If you need to use classes that aren't already part of the system, you can use %AddDeps. It can load any module from the Maven 2 repository. Here's an example:

%AddDeps org.vegas-viz vegas_2.11 0.3.11 --transitive
If you go https://mvnrepository.com/, you can search for specific packages. Ib this case if you look for vegas, you'll find a group org.vegas-viz, with the artifact vegas_2.11. In the end, you'll find a maven declaration

    org.vegas-viz
    vegas_2.11
    0.3.11

In the %AddDeps declaration, you list the groupId, artifactId, and version. The --transitive means that it should pull in any other packages needed by this one. You normally want to use --transitive.

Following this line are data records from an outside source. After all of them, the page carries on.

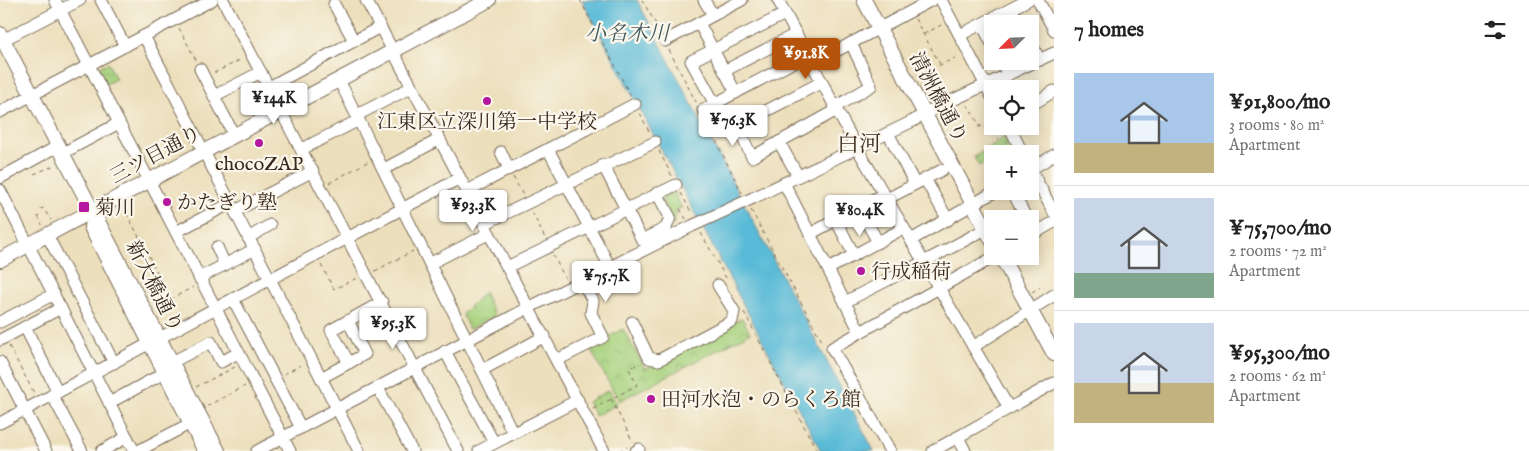 <!DOCTYPE html>
<meta charset="utf-8">
<style>
:root{--surface:#fff;--page:#f6f6f6;--text:#222;--muted:#767676;--line:#e0e0e0;--accent:#b45309}
body{margin:0;font-family:"IM FELL English","Noto Serif JP",serif;background:var(--page);color:var(--text);height:100vh;display:flex;flex-direction:column;font-size:19px;white-space:nowrap}
*{box-sizing:border-box;margin:0}
p{font-size:16px;color:var(--muted)}
.icon{flex:none;width:28px;height:28px;fill:none;stroke:currentColor;stroke-width:2;stroke-linecap:round;stroke-linejoin:round}
.map{position:relative;flex:1;overflow:hidden}
.details{display:flex;flex-direction:column;background:var(--surface);width:475px}
.details>*{flex:none}
.needle{width:32px;rotate:246deg}
.buttons{position:absolute;left:984px;top:15px;display:grid;gap:10px}
.buttons a{display:grid;place-items:center;width:55px;height:55px;border-radius:0px;background:var(--surface);box-shadow:0 2px 12px #0003;font-size:25px}
.price{position:absolute;translate:-50% -42px;padding:0 11px;border-radius:5px;background:#fff;color:#222;font-size:16px;line-height:32px;filter:drop-shadow(0 1px 2px #0008)}
.price::after{content:'';position:absolute;left:50%;top:30px;width:15px;height:11px;margin-left:-8px;background:inherit;clip-path:polygon(0 0,100% 0,50% 100%)}
.price.on{background:var(--accent);color:#fff}
ul{padding:0;list-style:none}
li{display:flex;align-items:center;gap:15px;height:125px;padding:0 20px}
li+li{border-top:1px solid var(--line)}
li span{display:grid;place-items:center;flex:none;width:140px;height:100px;border-radius:0px;color:#555}
li>.icon{margin-inline-start:auto}
span .icon{width:60px;height:60px;fill:#fffc;stroke-width:1}
li b{font-size:21px}
h2{display:flex;justify-content:space-between;align-items:center;height:60px;padding:0 20px;font-size:21px}
main{display:flex;flex:1;min-height:0}
.map>svg:first-child{display:block}
.cemetery{fill:url(#cemetery-stones);stroke:#717e4e}
.park{fill:url(#park-crowns);stroke:#717e4e}
.water{fill:#58bad7;stroke:#4a727a}
.lines{fill:none;stroke-linecap:round;stroke-linejoin:round}
.minor-casing{stroke:#796955;stroke-width:13}
.major-casing{stroke:#796955;stroke-width:16}
.path{stroke:#796955;stroke-width:1;stroke-dasharray:4 4;stroke-linecap:butt}
.minor{stroke:#fff;stroke-width:11}
.major{stroke:#fff;stroke-width:14}
.minor-bridge-casing{stroke:#796955;stroke-width:13;stroke-linecap:butt}
.minor-bridge{stroke:#fff;stroke-width:11}
.poi-dot{fill:#b5179e;stroke:#fbf7ec;stroke-width:2}
.labels{text-anchor:middle;stroke-width:4.5;stroke-linejoin:round;paint-order:stroke}
.street-label{font-size:20px;fill:#3b2a1e;stroke:#fbf7ec}
.poi-label{font-size:20px;fill:#3b2a1e;stroke:#fbf7ec;text-anchor:start}
.water-label{font-size:21px;font-style:italic;fill:#455c5f;stroke:#fbf7ec}
.quarter-label{font-size:22px;fill:#3b2a1e;stroke:#fbf7ec}
</style>
<main>
<div class="map">
<svg width="1054" height="451" viewBox="0 0 1054 451">
<defs>
<pattern id="cemetery-stones" width="16" height="16" patternUnits="userSpaceOnUse" patternTransform="scale(1.25)"><rect width="16" height="16" fill="#a7d27e"/><path d="M2 7V4a2 2 0 0 1 4 0v3zM10 15v-3a2 2 0 0 1 4 0v3z" fill="#91b46c"/></pattern>
<pattern id="park-crowns" width="20" height="18" patternUnits="userSpaceOnUse" patternTransform="scale(1.25)"><rect width="20" height="18" fill="#a7d27e"/><path d="M2 6a3 3 0 1 1 6 0M12 15a3 3 0 1 1 6 0" fill="none" stroke="#91b46c"/></pattern>
</defs>
<rect width="100%" height="100%" fill="#fbf7ec"/>
<filter id="ink" filterUnits="userSpaceOnUse"><feTurbulence type="fractalNoise" baseFrequency=".02" numOctaves="2"/><feDisplacementMap in="SourceGraphic" scale="10" xChannelSelector="R" yChannelSelector="G"/><feConvolveMatrix kernelMatrix="1 2 1 2 8 2 1 2 1" color-interpolation-filters="sRGB"/></filter>
<filter id="wash" filterUnits="userSpaceOnUse"><feTurbulence type="fractalNoise" baseFrequency=".0096" numOctaves="4" result="noise"/><feDisplacementMap in="SourceGraphic" scale="20" xChannelSelector="R" yChannelSelector="G"/><feGaussianBlur stdDeviation="1.12" result="paint"/><feColorMatrix in="noise" values="0 0 0 0 0 0 0 0 0 0 0 0 0 0 0 0 0 1.4 0 .05"/><feComposite in="paint" operator="in"/></filter>
<g filter="url(#wash)">
<rect width="100%" height="100%" fill="#ecdfbc"/>
<polygon class="cemetery" points="1006,136 1013,146 1000,154 992,154 992,158 979,166 974,157"/>
<g class="park">
<polygon points="108,63 116,79 106,84 97,68"/>
<polygon points="672,188 682,208 677,210 673,225 660,193"/>
<polygon points="484,292 495,316 469,329 462,314"/>
<polygon points="742,318 750,333 619,401 589,347 623,329 645,369"/>
<polygon points="609,390 617,404 595,416 588,402"/>
</g>
<polygon class="water" points="582,0 637,0 874,451 821,451"/>
</g>
<g filter="url(#ink)">
<g class="lines">
<defs>
<g id="minor">
<polyline points="55,0 290,451"/>
<polyline points="101,0 125,46"/>
<polyline points="223,0 458,451"/>
<polyline points="366,0 604,451"/>
<polyline points="704,0 713,15"/>
<polyline points="778,0 857,148 1009,408"/>
<polyline points="941,0 992,97"/>
<polyline points="1038,0 1054,30"/>
<polyline points="334,4 354,41"/>
<polyline points="1011,9 1020,24"/>
<polyline points="699,23 736,93"/>
<polyline points="982,24 992,44"/>
<polyline points="960,35 1028,0"/>
<polyline points="144,36 359,451"/>
<polyline points="3,40 80,0"/>
<polyline points="665,41 742,0"/>
<polyline points="1030,42 1040,60"/>
<polyline points="1001,61 1008,75"/>
<polyline points="812,64 932,0"/>
<polyline points="200,69 234,135"/>
<polyline points="724,71 796,34"/>
<polyline points="339,80 513,433"/>
<polyline points="822,82 737,126 752,157 837,110"/>
<polyline points="269,87 380,27"/>
<polyline points="214,96 261,72"/>
<polyline points="715,104 691,61 785,14"/>
<polyline points="1030,106 1054,91"/>
<polyline points="835,107 871,86 851,43"/>
<polyline points="703,110 807,55"/>
<polyline points="0,112 212,0"/>
<polyline points="357,115 412,87"/>
<polyline points="1009,126 1023,154"/>
<polyline points="888,133 915,184"/>
<polyline points="779,142 798,176"/>
<polyline points="302,149 359,120"/>
<polyline points="548,149 610,267"/>
<polyline points="501,152 509,169"/>
<polyline points="63,153 119,123"/>
<polyline points="603,165 642,240 646,238"/>
<polyline points="1030,168 1054,213"/>
<polyline points="384,169 440,139"/>
<polyline points="1030,170 1054,155"/>
<polyline points="0,178 51,150"/>
<polyline points="925,179 948,220"/>
<polyline points="784,183 860,332"/>
<polyline points="0,190 134,451"/>
<polyline points="467,191 635,104"/>
<polyline points="1012,191 1027,219"/>
<polyline points="753,198 913,121 925,113 1054,53"/>
<polyline points="887,199 942,170"/>
<polyline points="858,207 878,242"/>
<polyline points="235,211 313,171"/>
<polyline points="836,220 854,255"/>
<polyline points="484,224 655,142"/>
<polyline points="176,232 231,203"/>
<polyline points="810,234 884,194"/>
<polyline points="47,235 114,363"/>
<polyline points="1030,236 1054,222"/>
<polyline points="248,238 270,225"/>
<polyline points="911,240 996,191"/>
<polyline points="649,244 646,238 666,228 670,217 657,193"/>
<polyline points="217,247 225,265"/>
<polyline points="431,263 488,234"/>
<polyline points="507,267 676,185"/>
<polyline points="828,269 904,228"/>
<polyline points="199,278 255,249"/>
<polyline points="233,299 301,428"/>
<path d="M845,302c47,-25 95,-47 142,-74"/>
<polyline points="0,322 54,294"/>
<polyline points="632,322 649,358 659,360 732,321 734,311 718,285"/>
<polyline points="25,327 58,392"/>
<polyline points="0,340 61,308"/>
<polyline points="973,347 1054,295"/>
<polyline points="445,351 494,443"/>
<polyline points="557,360 603,337 591,313 593,301 582,281"/>
<polyline points="0,362 46,451"/>
<polyline points="172,362 211,342 221,362 238,353"/>
<polyline points="349,363 331,330 382,302"/>
<polyline points="482,370 545,336"/>
<polyline points="321,378 365,354 348,321"/>
<polyline points="378,388 412,451"/>
<polyline points="52,395 82,451"/>
<polyline points="109,403 164,373"/>
<polyline points="0,423 460,178"/>
<polyline points="958,437 965,451"/>
<polyline points="102,451 127,437"/>
<polyline points="138,451 191,423"/>
<polyline points="257,451 530,307 692,226"/>
<polyline points="479,451 578,400"/>
<polyline points="636,451 639,449"/>
<polyline points="890,451 832,348 996,256"/>
<polyline points="933,451 1054,383"/>
</g>
<g id="major">
<polyline points="864,0 992,240"/>
<polyline points="0,34 218,451"/>
<polyline points="91,227 205,451"/>
<polyline points="1001,256 1054,354"/>
<polyline points="0,260 489,0"/>
</g>
</defs>
<use href="#minor" class="minor-casing"/>
<use href="#major" class="major-casing"/>
<g class="path">
<polyline points="580,0 631,96"/>
<polyline points="642,0 661,33"/>
<polyline points="915,19 940,64"/>
<polyline points="179,28 196,60"/>
<polyline points="924,34 943,24"/>
<polyline points="669,50 696,102"/>
<polyline points="214,73 242,59"/>
<polyline points="917,76 959,56"/>
<polyline points="967,104 980,126"/>
<polyline points="640,113 650,134"/>
<polyline points="705,119 742,193"/>
<polyline points="978,127 984,126 999,139"/>
<polyline points="659,151 672,176"/>
<polyline points="34,174 53,166"/>
<polyline points="513,177 523,195"/>
<polyline points="329,183 369,161"/>
<polyline points="681,193 692,214"/>
<polyline points="123,206 171,299 193,287"/>
<polyline points="40,209 43,208 51,220"/>
<polyline points="680,209 686,219"/>
<polyline points="751,210 823,343"/>
<polyline points="532,212 545,238"/>
<polyline points="38,216 42,225"/>
<polyline points="701,233 726,278"/>
<polyline points="553,255 565,278"/>
<polyline points="321,265 334,289 357,278"/>
<polyline points="375,271 413,251"/>
<polyline points="1032,292 1040,287"/>
<polyline points="744,312 817,451"/>
<polyline points="9,346 34,393"/>
<polyline points="284,374 303,364"/>
<polyline points="196,387 235,367"/>
<polyline points="611,399 633,442"/>
<polyline points="207,406 245,386"/>
<polyline points="593,409 637,385 629,369 640,363"/>
<polyline points="619,451 627,447"/>
</g>
<use href="#minor" class="minor"/>
<use href="#major" class="major"/>
<defs>
<polyline id="minor-bridge" points="692,226 753,198"/>
</defs>
<use href="#minor-bridge" class="minor-bridge-casing"/>
<use href="#minor-bridge" class="minor-bridge"/>
</g>
</g>
<g class="poi-dot">
<circle cx="487" cy="101" r="5"/>
<circle cx="259" cy="143" r="5"/>
<circle cx="167" cy="202" r="5"/>
<rect x="78" y="201" width="12" height="12" rx="2.5"/>
<circle cx="861" cy="271" r="5"/>
<circle cx="651" cy="399" r="5"/>
</g>
<g class="labels">
<g class="street-label">
<text transform="translate(939 97) rotate(62)" y="7">清洲橋通り</text>
<text transform="translate(155 154) rotate(-28)" y="7">三ツ目通り</text>
<text transform="translate(155 286) rotate(63)" y="7">新大橋通り</text>
</g>
<g class="poi-label">
<text x="487" y="128" text-anchor="middle">江東区立深川第一中学校</text>
<text x="259" y="170" text-anchor="middle">chocoZAP</text>
<text x="177" y="209">かたぎり塾</text>
<text x="95" y="214">菊川</text>
<text x="871" y="278">行成稲荷</text>
<text x="661" y="406">田河水泡・のらくろ館</text>
</g>
<g class="water-label">
<text x="627" y="40">小名木川</text>
</g>
<g class="quarter-label">
<text x="859" y="151">白河</text>
</g>
</g>
</svg>
<div class="buttons">
<a><svg class="needle" viewBox="-14 -14 28 28"><path d="M0-13l5 13h-10z" fill="#e53935"/><path d="M0 13l5-13h-10z" fill="#767676"/></svg></a>
<a><svg class="icon" aria-label="locate" viewBox="0 0 24 24"><circle cx="12" cy="12" r="6"/><path d="M12 2v4M12 18v4M2 12h4M18 12h4"/></svg></a>
<a>+</a>
<a>−</a>
</div>
<b class="price on" style="left:806px;top:80px">¥91.8K</b>
<b class="price" style="left:274px;top:125px">¥144K</b>
<b class="price" style="left:733px;top:147px">¥76.3K</b>
<b class="price" style="left:473px;top:232px">¥93.3K</b>
<b class="price" style="left:860px;top:237px">¥80.4K</b>
<b class="price" style="left:606px;top:303px">¥75.7K</b>
<b class="price" style="left:393px;top:350px">¥95.3K</b>
</div>
<section class="details">
<h2>7 homes<svg class="icon" aria-label="filters" viewBox="0 0 24 24"><path d="M4 7h16M4 17h16"/><circle cx="9" cy="7" r="2"/><circle cx="15" cy="17" r="2"/></svg></h2>
<ul>
<li><span style="background:linear-gradient(#a9c7e8 70%,#c2b280 0)"><svg class="icon" aria-label="home" viewBox="0 0 24 24"><path d="M3 11l9-7 9 7M6 9v11h12V9"/></svg></span><div><b>¥91,800/mo</b><p>3 rooms · 80 m²</p><p>Apartment</p></div></li>
<li><span style="background:linear-gradient(#c9d6e8 75%,#7fa58c 0)"><svg class="icon" aria-label="home" viewBox="0 0 24 24"><path d="M3 11l9-7 9 7M6 9v11h12V9"/></svg></span><div><b>¥75,700/mo</b><p>2 rooms · 72 m²</p><p>Apartment</p></div></li>
<li><span style="background:linear-gradient(#c9d6e8 60%,#c2b280 0)"><svg class="icon" aria-label="home" viewBox="0 0 24 24"><path d="M3 11l9-7 9 7M6 9v11h12V9"/></svg></span><div><b>¥95,300/mo</b><p>2 rooms · 62 m²</p><p>Apartment</p></div></li>
</ul>
</section>
</main>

Here's their first demo display, which imports a package to display graphics, Vegas.

import vegas._
import vegas.render.WindowRenderer._

val plot = Vegas("Country Pop").
  withData(
    Seq(
      Map("country" -> "USA", "population" -> 314),
      Map("country" -> "UK", "population" -> 64),
      Map("country" -> "DK", "population" -> 80)
    )
  ).
  encodeX("country", Nom).
  encodeY("population", Quant).
  mark(Bar)

plot.show
(Note that Vegas won't actually work in the current version of Spark. This is given as an example of how to include an extra module.)